*Task goal*:
Transcribe every record in full, keeping it exactly the same.

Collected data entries
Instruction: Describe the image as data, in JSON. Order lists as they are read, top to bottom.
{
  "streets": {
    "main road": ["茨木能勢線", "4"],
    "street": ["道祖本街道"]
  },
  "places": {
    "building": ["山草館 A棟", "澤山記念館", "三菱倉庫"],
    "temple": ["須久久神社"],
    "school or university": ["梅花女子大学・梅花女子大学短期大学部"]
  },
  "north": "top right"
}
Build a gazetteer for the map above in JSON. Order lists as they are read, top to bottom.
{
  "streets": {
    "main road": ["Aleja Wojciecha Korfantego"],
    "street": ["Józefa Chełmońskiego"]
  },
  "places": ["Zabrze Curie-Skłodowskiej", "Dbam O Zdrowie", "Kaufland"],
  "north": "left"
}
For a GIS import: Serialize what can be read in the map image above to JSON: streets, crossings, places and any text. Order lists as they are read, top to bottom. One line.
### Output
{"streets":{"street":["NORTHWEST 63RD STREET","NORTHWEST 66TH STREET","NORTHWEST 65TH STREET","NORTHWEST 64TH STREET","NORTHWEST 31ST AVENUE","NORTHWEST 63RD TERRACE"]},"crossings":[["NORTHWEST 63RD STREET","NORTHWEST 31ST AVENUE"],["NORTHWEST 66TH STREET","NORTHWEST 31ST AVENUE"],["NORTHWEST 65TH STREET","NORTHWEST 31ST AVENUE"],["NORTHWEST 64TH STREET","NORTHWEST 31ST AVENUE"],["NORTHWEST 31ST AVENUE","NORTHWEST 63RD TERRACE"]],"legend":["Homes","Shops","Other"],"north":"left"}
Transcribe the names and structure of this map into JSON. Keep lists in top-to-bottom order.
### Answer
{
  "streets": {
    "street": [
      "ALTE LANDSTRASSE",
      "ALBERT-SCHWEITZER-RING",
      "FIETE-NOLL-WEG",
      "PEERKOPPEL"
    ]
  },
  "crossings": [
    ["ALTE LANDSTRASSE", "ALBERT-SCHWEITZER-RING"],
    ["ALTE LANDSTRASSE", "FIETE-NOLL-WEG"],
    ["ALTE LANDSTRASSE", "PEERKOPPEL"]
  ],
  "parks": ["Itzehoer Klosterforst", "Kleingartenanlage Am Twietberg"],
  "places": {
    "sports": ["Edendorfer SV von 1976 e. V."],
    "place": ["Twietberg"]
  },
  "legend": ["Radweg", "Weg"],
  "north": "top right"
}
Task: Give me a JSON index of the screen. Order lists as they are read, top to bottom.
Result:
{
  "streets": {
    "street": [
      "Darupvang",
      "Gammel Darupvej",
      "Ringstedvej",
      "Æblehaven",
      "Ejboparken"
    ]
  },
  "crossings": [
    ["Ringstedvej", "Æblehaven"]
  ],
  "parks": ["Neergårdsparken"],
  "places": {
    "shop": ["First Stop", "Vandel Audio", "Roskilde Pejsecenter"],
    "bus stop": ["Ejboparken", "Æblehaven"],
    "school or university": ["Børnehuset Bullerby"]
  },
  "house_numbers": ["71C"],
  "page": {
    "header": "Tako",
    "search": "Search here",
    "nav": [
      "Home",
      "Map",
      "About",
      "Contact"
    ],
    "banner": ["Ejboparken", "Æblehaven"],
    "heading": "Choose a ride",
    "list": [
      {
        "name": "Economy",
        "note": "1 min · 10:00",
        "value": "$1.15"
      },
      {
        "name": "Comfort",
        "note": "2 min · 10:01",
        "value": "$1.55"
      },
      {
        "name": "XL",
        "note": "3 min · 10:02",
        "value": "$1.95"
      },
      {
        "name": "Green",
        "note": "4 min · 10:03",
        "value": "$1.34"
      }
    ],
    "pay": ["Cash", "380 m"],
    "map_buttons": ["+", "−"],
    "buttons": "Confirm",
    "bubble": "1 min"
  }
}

*Task solution*:
Instruction: Describe the image as data, in JSON. Order lists as they are read, top to bottom.
{
  "streets": {
    "main road": ["茨木能勢線", "4"],
    "street": ["道祖本街道"]
  },
  "places": {
    "building": ["山草館 A棟", "澤山記念館", "三菱倉庫"],
    "temple": ["須久久神社"],
    "school or university": ["梅花女子大学・梅花女子大学短期大学部"]
  },
  "north": "top right"
}
Build a gazetteer for the map above in JSON. Order lists as they are read, top to bottom.
{
  "streets": {
    "main road": ["Aleja Wojciecha Korfantego"],
    "street": ["Józefa Chełmońskiego"]
  },
  "places": ["Zabrze Curie-Skłodowskiej", "Dbam O Zdrowie", "Kaufland"],
  "north": "left"
}
For a GIS import: Serialize what can be read in the map image above to JSON: streets, crossings, places and any text. Order lists as they are read, top to bottom. One line.
### Output
{"streets":{"street":["NORTHWEST 63RD STREET","NORTHWEST 66TH STREET","NORTHWEST 65TH STREET","NORTHWEST 64TH STREET","NORTHWEST 31ST AVENUE","NORTHWEST 63RD TERRACE"]},"crossings":[["NORTHWEST 63RD STREET","NORTHWEST 31ST AVENUE"],["NORTHWEST 66TH STREET","NORTHWEST 31ST AVENUE"],["NORTHWEST 65TH STREET","NORTHWEST 31ST AVENUE"],["NORTHWEST 64TH STREET","NORTHWEST 31ST AVENUE"],["NORTHWEST 31ST AVENUE","NORTHWEST 63RD TERRACE"]],"legend":["Homes","Shops","Other"],"north":"left"}
Transcribe the names and structure of this map into JSON. Keep lists in top-to-bottom order.
### Answer
{
  "streets": {
    "street": [
      "ALTE LANDSTRASSE",
      "ALBERT-SCHWEITZER-RING",
      "FIETE-NOLL-WEG",
      "PEERKOPPEL"
    ]
  },
  "crossings": [
    ["ALTE LANDSTRASSE", "ALBERT-SCHWEITZER-RING"],
    ["ALTE LANDSTRASSE", "FIETE-NOLL-WEG"],
    ["ALTE LANDSTRASSE", "PEERKOPPEL"]
  ],
  "parks": ["Itzehoer Klosterforst", "Kleingartenanlage Am Twietberg"],
  "places": {
    "sports": ["Edendorfer SV von 1976 e. V."],
    "place": ["Twietberg"]
  },
  "legend": ["Radweg", "Weg"],
  "north": "top right"
}
Task: Give me a JSON index of the screen. Order lists as they are read, top to bottom.
Result:
{
  "streets": {
    "street": [
      "Darupvang",
      "Gammel Darupvej",
      "Ringstedvej",
      "Æblehaven",
      "Ejboparken"
    ]
  },
  "crossings": [
    ["Ringstedvej", "Æblehaven"]
  ],
  "parks": ["Neergårdsparken"],
  "places": {
    "shop": ["First Stop", "Vandel Audio", "Roskilde Pejsecenter"],
    "bus stop": ["Ejboparken", "Æblehaven"],
    "school or university": ["Børnehuset Bullerby"]
  },
  "house_numbers": ["71C"],
  "page": {
    "header": "Tako",
    "search": "Search here",
    "nav": [
      "Home",
      "Map",
      "About",
      "Contact"
    ],
    "banner": ["Ejboparken", "Æblehaven"],
    "heading": "Choose a ride",
    "list": [
      {
        "name": "Economy",
        "note": "1 min · 10:00",
        "value": "$1.15"
      },
      {
        "name": "Comfort",
        "note": "2 min · 10:01",
        "value": "$1.55"
      },
      {
        "name": "XL",
        "note": "3 min · 10:02",
        "value": "$1.95"
      },
      {
        "name": "Green",
        "note": "4 min · 10:03",
        "value": "$1.34"
      }
    ],
    "pay": ["Cash", "380 m"],
    "map_buttons": ["+", "−"],
    "buttons": "Confirm",
    "bubble": "1 min"
  }
}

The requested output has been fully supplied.